Hi everyone, do you know a way to have this working on Julia REPL?
>>> a = [1,2,3]
>>> a + [4]
[1, 2, 3, 4]
Hi everyone, do you know a way to have this working on Julia REPL?
>>> a = [1,2,3]
>>> a + [4]
[1, 2, 3, 4]
julia> a=[1, 2, 3]
3-element Vector{Int64}:
1
2
3
julia> push!(a,4)
4-element Vector{Int64}:
1
2
3
4
Thank you for your reply, but in that case, I can’t use append or push, because I’m iterating over the array. Let me explain with an example:
julia> a = [(1,2), (3,4)]
julia> for (i, t) in enumerate(a)
push!(a, reverse(t))
end
It will generate an infinite loop
What do you want to obtain? Is it a = [(1,2), (3,4), (2,1), (4,3)]
?
For this example, yes, but I wanna a generic solution. For example, for this case, I know that I can solve it with the code below (just renaming the variables and separating into different lists):
function compound(SMILES::String)
benzene = smilestomol(SMILES)
benzene_ed = []
i_vert = []
j_vert = []
for edge in benzene.edges
push!(benzene_ed, edge, reverse(edge))
end
for ed in benzene_ed
push!(i_vert, ed[1])
push!(j_vert, ed[2])
end
neighbor_list = tuple(i_vert, j_vert)
return neighbor_list
end
I really would like to know if there is a way of adding elements to arrays inside of an iteration, without using push! or append!
Without loops?
append!(a, reverse.(a))
There are options other than append!
and push!
but they are generally less efficient. There is a = [a; reverse.(a)]

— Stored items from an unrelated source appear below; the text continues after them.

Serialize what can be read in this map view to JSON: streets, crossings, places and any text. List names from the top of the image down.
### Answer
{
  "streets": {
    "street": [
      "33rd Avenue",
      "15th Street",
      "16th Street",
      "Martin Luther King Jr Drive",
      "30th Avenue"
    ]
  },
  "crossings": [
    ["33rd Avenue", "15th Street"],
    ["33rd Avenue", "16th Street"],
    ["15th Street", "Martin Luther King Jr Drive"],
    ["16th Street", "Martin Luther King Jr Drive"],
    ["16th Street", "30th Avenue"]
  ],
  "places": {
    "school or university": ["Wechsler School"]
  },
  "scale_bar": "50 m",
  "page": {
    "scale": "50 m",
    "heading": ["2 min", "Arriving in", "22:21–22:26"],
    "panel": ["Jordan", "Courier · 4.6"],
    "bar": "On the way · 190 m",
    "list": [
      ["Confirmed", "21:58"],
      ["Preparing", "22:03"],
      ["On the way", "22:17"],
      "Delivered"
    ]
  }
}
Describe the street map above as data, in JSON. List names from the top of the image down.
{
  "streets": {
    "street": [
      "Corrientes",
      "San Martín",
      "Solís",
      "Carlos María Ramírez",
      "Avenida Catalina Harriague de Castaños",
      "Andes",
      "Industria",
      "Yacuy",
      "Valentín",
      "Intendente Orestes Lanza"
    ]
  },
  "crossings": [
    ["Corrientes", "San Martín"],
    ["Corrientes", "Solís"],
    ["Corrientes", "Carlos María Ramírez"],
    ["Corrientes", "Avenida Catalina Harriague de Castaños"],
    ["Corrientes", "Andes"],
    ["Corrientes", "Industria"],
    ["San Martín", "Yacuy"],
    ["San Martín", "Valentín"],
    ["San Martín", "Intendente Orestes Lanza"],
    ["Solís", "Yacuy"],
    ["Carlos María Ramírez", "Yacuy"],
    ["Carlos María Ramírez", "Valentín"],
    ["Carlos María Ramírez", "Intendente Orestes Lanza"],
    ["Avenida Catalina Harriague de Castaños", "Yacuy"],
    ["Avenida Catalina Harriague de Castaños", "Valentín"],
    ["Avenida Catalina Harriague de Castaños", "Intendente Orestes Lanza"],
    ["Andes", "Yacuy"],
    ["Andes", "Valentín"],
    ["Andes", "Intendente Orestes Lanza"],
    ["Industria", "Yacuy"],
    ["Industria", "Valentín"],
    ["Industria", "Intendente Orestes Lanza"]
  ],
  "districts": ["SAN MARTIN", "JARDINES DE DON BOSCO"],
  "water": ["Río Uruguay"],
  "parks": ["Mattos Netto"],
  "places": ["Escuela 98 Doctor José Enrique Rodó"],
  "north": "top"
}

or a = vcat(a, reverse.(a))
, …etc.
No, I wanna use it inside of an iterative loop
If push!
and the like are expensive for your application, you can pre-allocate the output array once and fill the individual elements inside the loop using the indices. Like:
i_vert = Vector{eltype(benzene_ed)}(undef,100)
...
i_vert[i] = benzene_ed[i]
I’m not sure if I understood correctly.
enumerate
isn’t normally what you want to use on vectors, it does not give you indices, it just counts. It’s better to use pairs
or eachindex
, depending on what you need. It’s unfortunate that enumerate
is so widely known and (mis)used on vectors, and pairs
is apparently so little known.
1.7.1> a = [(1,2), (3,4)]
2-element Vector{Tuple{Int64, Int64}}:
(1, 2)
(3, 4)
1.7.1> for (i, t) in pairs(a)
push!(a, reverse(t))
end
1.7.1> a
4-element Vector{Tuple{Int64, Int64}}:
(1, 2)
(3, 4)
(2, 1)
(4, 3)
Or
1.7.1> for i in eachindex(a)
push!(a, reverse(a[i]))
end
BTW, these are very negative for performance:
benzene_ed = []
i_vert = []
j_vert = []
Untyped containers are a big red flag, if you ever have x = []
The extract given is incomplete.